-- ASSIGNED TASK --
Return the lines below exactly, from the first one through the line that has "0 #6c523f) drop-shadow(-2px". Leave out everything after it.
'''
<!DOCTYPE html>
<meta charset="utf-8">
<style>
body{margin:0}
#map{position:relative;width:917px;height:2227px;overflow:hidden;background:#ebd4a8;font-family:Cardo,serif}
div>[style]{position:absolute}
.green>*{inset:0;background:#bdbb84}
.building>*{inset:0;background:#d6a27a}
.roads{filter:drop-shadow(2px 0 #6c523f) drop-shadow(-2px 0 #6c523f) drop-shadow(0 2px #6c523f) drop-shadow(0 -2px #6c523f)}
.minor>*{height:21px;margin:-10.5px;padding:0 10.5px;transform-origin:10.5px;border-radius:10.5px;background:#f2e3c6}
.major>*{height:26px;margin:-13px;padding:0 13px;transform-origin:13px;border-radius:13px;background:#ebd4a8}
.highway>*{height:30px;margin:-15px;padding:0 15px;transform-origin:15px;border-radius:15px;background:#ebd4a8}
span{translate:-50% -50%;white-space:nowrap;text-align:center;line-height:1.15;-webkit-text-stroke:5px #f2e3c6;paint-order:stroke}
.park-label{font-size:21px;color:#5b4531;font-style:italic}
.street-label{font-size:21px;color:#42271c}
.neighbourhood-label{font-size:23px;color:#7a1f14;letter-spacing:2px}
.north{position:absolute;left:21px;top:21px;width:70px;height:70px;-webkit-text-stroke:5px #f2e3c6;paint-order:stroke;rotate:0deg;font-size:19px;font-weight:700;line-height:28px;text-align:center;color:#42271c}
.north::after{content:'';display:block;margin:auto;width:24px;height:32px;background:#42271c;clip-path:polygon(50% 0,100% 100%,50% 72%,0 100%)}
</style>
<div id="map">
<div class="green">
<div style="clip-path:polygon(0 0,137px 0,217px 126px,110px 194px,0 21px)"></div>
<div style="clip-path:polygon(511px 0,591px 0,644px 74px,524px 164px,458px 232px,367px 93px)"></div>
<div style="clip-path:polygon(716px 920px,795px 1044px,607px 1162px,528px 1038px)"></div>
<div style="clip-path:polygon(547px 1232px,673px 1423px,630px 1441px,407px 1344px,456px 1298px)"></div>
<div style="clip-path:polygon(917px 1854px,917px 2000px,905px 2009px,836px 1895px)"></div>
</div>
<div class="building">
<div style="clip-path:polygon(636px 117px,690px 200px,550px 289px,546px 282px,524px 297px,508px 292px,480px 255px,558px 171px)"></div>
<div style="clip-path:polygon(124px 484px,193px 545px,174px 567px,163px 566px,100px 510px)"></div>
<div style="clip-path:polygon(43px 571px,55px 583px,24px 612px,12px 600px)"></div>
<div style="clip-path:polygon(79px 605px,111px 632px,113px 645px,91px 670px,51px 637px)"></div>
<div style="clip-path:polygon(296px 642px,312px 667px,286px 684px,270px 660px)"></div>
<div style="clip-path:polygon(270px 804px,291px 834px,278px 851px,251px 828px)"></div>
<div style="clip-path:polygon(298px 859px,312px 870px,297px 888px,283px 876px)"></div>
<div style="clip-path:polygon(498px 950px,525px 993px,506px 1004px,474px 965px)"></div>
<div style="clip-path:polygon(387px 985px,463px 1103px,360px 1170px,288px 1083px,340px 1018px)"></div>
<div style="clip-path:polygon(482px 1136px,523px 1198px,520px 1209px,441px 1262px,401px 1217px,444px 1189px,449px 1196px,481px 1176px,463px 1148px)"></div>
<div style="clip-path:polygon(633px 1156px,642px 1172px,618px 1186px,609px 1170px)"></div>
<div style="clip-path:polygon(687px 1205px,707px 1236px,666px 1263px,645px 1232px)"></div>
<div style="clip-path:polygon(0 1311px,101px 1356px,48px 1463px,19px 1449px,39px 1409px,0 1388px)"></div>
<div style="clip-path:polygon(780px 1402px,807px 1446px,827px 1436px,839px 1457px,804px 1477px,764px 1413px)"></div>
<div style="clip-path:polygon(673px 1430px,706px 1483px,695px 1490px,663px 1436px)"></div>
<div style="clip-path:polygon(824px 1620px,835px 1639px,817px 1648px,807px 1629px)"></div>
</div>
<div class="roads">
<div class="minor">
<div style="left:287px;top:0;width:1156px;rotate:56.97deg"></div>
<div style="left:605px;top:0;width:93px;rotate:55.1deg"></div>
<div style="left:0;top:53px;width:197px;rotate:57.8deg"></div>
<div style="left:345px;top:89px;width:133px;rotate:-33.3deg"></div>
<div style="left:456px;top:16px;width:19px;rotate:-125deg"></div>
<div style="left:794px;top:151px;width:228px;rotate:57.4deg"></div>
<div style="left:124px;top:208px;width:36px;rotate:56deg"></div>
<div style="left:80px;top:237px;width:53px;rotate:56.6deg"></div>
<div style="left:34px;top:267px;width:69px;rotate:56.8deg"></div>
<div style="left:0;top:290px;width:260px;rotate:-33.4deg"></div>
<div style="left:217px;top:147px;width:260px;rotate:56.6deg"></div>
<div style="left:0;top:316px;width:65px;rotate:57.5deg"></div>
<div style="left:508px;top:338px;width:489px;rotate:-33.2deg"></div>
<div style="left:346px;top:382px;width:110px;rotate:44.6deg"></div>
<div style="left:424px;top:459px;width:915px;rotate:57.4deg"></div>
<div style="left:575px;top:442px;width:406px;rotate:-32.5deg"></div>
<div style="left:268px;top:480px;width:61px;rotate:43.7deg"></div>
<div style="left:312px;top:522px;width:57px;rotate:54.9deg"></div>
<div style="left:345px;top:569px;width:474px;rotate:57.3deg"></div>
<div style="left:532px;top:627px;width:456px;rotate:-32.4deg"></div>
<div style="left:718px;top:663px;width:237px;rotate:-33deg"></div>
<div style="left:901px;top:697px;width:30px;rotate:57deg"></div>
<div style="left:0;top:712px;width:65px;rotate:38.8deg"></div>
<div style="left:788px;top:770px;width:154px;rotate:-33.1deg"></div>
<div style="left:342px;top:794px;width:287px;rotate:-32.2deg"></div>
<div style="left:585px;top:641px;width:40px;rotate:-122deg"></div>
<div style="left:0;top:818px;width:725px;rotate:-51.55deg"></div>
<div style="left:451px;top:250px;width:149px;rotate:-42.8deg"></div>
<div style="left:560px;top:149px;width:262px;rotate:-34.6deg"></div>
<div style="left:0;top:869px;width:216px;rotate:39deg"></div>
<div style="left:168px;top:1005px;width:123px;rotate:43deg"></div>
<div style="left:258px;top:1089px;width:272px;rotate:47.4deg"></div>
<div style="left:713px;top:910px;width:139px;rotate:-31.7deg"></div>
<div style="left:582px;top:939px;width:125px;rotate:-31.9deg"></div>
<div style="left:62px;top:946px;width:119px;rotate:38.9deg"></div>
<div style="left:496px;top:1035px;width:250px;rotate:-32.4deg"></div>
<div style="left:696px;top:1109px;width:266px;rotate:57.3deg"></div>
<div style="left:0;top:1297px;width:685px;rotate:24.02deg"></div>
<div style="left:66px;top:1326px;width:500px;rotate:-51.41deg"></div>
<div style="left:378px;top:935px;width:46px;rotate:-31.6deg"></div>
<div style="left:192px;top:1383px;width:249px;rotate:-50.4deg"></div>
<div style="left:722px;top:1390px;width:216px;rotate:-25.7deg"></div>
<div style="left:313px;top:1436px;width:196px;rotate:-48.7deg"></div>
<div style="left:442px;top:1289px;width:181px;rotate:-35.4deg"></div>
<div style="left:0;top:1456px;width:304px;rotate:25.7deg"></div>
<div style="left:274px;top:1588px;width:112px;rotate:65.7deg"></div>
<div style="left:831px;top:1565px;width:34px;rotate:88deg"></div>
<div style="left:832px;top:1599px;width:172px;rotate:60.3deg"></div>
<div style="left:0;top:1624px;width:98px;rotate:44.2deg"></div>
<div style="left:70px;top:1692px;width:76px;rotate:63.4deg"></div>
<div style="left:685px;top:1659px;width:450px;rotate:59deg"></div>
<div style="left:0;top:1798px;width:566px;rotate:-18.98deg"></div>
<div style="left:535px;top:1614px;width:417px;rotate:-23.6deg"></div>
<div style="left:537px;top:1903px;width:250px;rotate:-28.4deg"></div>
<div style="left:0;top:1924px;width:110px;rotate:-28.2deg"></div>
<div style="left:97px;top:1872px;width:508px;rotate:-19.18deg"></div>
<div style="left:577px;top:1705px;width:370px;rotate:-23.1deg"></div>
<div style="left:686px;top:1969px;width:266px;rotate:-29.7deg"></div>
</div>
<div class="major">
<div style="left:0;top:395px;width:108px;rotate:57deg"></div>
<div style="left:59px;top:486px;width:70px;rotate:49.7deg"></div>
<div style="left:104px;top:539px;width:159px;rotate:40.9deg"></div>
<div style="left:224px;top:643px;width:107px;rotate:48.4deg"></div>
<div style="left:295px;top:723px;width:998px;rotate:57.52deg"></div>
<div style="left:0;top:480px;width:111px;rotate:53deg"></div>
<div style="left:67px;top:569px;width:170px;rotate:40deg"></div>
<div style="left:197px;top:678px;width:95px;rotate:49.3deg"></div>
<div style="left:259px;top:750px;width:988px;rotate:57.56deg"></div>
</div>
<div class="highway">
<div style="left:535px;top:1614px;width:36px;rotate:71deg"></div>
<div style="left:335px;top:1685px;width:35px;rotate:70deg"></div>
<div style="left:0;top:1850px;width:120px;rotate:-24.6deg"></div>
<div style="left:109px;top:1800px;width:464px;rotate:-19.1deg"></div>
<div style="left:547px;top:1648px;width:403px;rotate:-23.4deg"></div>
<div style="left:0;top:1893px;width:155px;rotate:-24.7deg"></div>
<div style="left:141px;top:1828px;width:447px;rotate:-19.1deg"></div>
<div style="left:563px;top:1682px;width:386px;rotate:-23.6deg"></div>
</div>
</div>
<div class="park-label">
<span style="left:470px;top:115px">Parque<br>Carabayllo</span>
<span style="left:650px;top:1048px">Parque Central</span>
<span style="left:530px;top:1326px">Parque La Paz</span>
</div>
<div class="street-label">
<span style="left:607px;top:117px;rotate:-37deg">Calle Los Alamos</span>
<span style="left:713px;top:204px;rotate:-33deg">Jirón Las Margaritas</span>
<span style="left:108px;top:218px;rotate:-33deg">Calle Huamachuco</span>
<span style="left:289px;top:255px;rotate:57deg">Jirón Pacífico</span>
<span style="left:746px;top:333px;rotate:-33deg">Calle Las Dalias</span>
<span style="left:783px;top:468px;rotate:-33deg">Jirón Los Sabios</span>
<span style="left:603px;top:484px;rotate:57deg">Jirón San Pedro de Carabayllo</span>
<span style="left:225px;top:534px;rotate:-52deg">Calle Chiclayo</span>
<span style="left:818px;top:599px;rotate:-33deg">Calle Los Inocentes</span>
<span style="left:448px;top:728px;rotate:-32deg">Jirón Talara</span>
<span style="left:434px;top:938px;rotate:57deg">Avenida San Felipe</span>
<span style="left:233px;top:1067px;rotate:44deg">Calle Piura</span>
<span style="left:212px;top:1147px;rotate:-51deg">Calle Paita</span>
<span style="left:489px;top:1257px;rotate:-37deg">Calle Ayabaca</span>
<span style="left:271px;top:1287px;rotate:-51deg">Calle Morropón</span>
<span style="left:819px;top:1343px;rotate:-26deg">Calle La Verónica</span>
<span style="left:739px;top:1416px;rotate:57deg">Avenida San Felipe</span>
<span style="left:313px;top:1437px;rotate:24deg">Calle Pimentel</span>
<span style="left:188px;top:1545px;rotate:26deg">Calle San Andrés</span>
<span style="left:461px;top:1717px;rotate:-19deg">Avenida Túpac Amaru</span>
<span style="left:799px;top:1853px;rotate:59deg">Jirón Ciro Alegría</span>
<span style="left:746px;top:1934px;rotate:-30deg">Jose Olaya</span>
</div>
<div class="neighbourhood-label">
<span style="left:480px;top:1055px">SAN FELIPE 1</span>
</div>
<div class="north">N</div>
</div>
'''
-- COMPLETED EXERCISE --
<!DOCTYPE html>
<meta charset="utf-8">
<style>
body{margin:0}
#map{position:relative;width:917px;height:2227px;overflow:hidden;background:#ebd4a8;font-family:Cardo,serif}
div>[style]{position:absolute}
.green>*{inset:0;background:#bdbb84}
.building>*{inset:0;background:#d6a27a}
.roads{filter:drop-shadow(2px 0 #6c523f) drop-shadow(-2px 0 #6c523f) drop-shadow(0 2px #6c523f) drop-shadow(0 -2px #6c523f)}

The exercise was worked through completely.